» Task
Each entry needs to be repeated exactly, with nothing added or removed.
########
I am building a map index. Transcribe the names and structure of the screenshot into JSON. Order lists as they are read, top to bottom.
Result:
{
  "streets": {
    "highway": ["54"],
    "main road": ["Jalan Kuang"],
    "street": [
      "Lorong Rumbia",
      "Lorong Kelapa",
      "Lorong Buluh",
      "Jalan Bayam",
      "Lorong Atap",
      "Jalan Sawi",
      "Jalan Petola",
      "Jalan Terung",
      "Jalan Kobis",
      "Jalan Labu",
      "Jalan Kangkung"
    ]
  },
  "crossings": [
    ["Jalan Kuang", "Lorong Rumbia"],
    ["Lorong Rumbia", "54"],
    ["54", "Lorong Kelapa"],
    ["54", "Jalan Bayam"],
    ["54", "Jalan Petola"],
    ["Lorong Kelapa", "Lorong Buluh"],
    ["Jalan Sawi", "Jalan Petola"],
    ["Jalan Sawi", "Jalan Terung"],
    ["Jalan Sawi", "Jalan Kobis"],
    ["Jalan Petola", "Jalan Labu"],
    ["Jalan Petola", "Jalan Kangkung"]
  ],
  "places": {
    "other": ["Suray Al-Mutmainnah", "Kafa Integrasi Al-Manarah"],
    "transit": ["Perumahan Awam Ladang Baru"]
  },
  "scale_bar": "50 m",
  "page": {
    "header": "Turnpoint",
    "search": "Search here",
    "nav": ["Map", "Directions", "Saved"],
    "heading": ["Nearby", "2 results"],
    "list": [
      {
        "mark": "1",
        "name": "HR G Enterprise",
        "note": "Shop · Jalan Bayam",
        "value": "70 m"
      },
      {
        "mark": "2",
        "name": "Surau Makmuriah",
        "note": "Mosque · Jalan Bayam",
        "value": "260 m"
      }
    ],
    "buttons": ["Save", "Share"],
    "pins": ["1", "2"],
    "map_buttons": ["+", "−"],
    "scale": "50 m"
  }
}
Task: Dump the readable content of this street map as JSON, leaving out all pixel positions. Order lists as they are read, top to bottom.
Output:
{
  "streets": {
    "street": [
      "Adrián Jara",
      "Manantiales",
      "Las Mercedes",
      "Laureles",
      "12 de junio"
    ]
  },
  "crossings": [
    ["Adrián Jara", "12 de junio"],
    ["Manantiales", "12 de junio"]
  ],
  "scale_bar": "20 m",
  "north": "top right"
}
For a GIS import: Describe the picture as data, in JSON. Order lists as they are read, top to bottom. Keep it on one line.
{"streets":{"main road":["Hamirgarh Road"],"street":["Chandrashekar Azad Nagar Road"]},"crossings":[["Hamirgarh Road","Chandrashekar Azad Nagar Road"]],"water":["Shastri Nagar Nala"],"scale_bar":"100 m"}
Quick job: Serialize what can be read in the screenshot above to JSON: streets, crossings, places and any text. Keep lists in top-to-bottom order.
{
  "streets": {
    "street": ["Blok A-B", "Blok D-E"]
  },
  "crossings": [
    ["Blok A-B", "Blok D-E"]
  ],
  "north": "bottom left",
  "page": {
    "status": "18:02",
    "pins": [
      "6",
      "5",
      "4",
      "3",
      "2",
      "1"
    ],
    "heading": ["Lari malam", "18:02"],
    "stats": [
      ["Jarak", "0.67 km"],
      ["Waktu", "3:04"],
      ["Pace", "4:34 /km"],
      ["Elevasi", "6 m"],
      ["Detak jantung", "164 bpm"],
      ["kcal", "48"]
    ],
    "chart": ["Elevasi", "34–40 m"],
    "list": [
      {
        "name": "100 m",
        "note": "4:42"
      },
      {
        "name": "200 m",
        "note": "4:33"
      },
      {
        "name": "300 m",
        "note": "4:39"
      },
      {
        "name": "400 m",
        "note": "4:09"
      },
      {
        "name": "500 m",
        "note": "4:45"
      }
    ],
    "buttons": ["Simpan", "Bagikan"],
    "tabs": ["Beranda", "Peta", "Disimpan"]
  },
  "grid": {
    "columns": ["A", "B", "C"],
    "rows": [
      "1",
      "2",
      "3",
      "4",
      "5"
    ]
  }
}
########
» Solution
I am building a map index. Transcribe the names and structure of the screenshot into JSON. Order lists as they are read, top to bottom.
Result:
{
  "streets": {
    "highway": ["54"],
    "main road": ["Jalan Kuang"],
    "street": [
      "Lorong Rumbia",
      "Lorong Kelapa",
      "Lorong Buluh",
      "Jalan Bayam",
      "Lorong Atap",
      "Jalan Sawi",
      "Jalan Petola",
      "Jalan Terung",
      "Jalan Kobis",
      "Jalan Labu",
      "Jalan Kangkung"
    ]
  },
  "crossings": [
    ["Jalan Kuang", "Lorong Rumbia"],
    ["Lorong Rumbia", "54"],
    ["54", "Lorong Kelapa"],
    ["54", "Jalan Bayam"],
    ["54", "Jalan Petola"],
    ["Lorong Kelapa", "Lorong Buluh"],
    ["Jalan Sawi", "Jalan Petola"],
    ["Jalan Sawi", "Jalan Terung"],
    ["Jalan Sawi", "Jalan Kobis"],
    ["Jalan Petola", "Jalan Labu"],
    ["Jalan Petola", "Jalan Kangkung"]
  ],
  "places": {
    "other": ["Suray Al-Mutmainnah", "Kafa Integrasi Al-Manarah"],
    "transit": ["Perumahan Awam Ladang Baru"]
  },
  "scale_bar": "50 m",
  "page": {
    "header": "Turnpoint",
    "search": "Search here",
    "nav": ["Map", "Directions", "Saved"],
    "heading": ["Nearby", "2 results"],
    "list": [
      {
        "mark": "1",
        "name": "HR G Enterprise",
        "note": "Shop · Jalan Bayam",
        "value": "70 m"
      },
      {
        "mark": "2",
        "name": "Surau Makmuriah",
        "note": "Mosque · Jalan Bayam",
        "value": "260 m"
      }
    ],
    "buttons": ["Save", "Share"],
    "pins": ["1", "2"],
    "map_buttons": ["+", "−"],
    "scale": "50 m"
  }
}
Task: Dump the readable content of this street map as JSON, leaving out all pixel positions. Order lists as they are read, top to bottom.
Output:
{
  "streets": {
    "street": [
      "Adrián Jara",
      "Manantiales",
      "Las Mercedes",
      "Laureles",
      "12 de junio"
    ]
  },
  "crossings": [
    ["Adrián Jara", "12 de junio"],
    ["Manantiales", "12 de junio"]
  ],
  "scale_bar": "20 m",
  "north": "top right"
}
For a GIS import: Describe the picture as data, in JSON. Order lists as they are read, top to bottom. Keep it on one line.
{"streets":{"main road":["Hamirgarh Road"],"street":["Chandrashekar Azad Nagar Road"]},"crossings":[["Hamirgarh Road","Chandrashekar Azad Nagar Road"]],"water":["Shastri Nagar Nala"],"scale_bar":"100 m"}
Quick job: Serialize what can be read in the screenshot above to JSON: streets, crossings, places and any text. Keep lists in top-to-bottom order.
{
  "streets": {
    "street": ["Blok A-B", "Blok D-E"]
  },
  "crossings": [
    ["Blok A-B", "Blok D-E"]
  ],
  "north": "bottom left",
  "page": {
    "status": "18:02",
    "pins": [
      "6",
      "5",
      "4",
      "3",
      "2",
      "1"
    ],
    "heading": ["Lari malam", "18:02"],
    "stats": [
      ["Jarak", "0.67 km"],
      ["Waktu", "3:04"],
      ["Pace", "4:34 /km"],
      ["Elevasi", "6 m"],
      ["Detak jantung", "164 bpm"],
      ["kcal", "48"]
    ],
    "chart": ["Elevasi", "34–40 m"],
    "list": [
      {
        "name": "100 m",
        "note": "4:42"
      },
      {
        "name": "200 m",
        "note": "4:33"
      },
      {
        "name": "300 m",
        "note": "4:39"
      },
      {
        "name": "400 m",
        "note": "4:09"
      },
      {
        "name": "500 m",
        "note": "4:45"
      }
    ],
    "buttons": ["Simpan", "Bagikan"],
    "tabs": ["Beranda", "Peta", "Disimpan"]
  },
  "grid": {
    "columns": ["A", "B", "C"],
    "rows": [
      "1",
      "2",
      "3",
      "4",
      "5"
    ]
  }
}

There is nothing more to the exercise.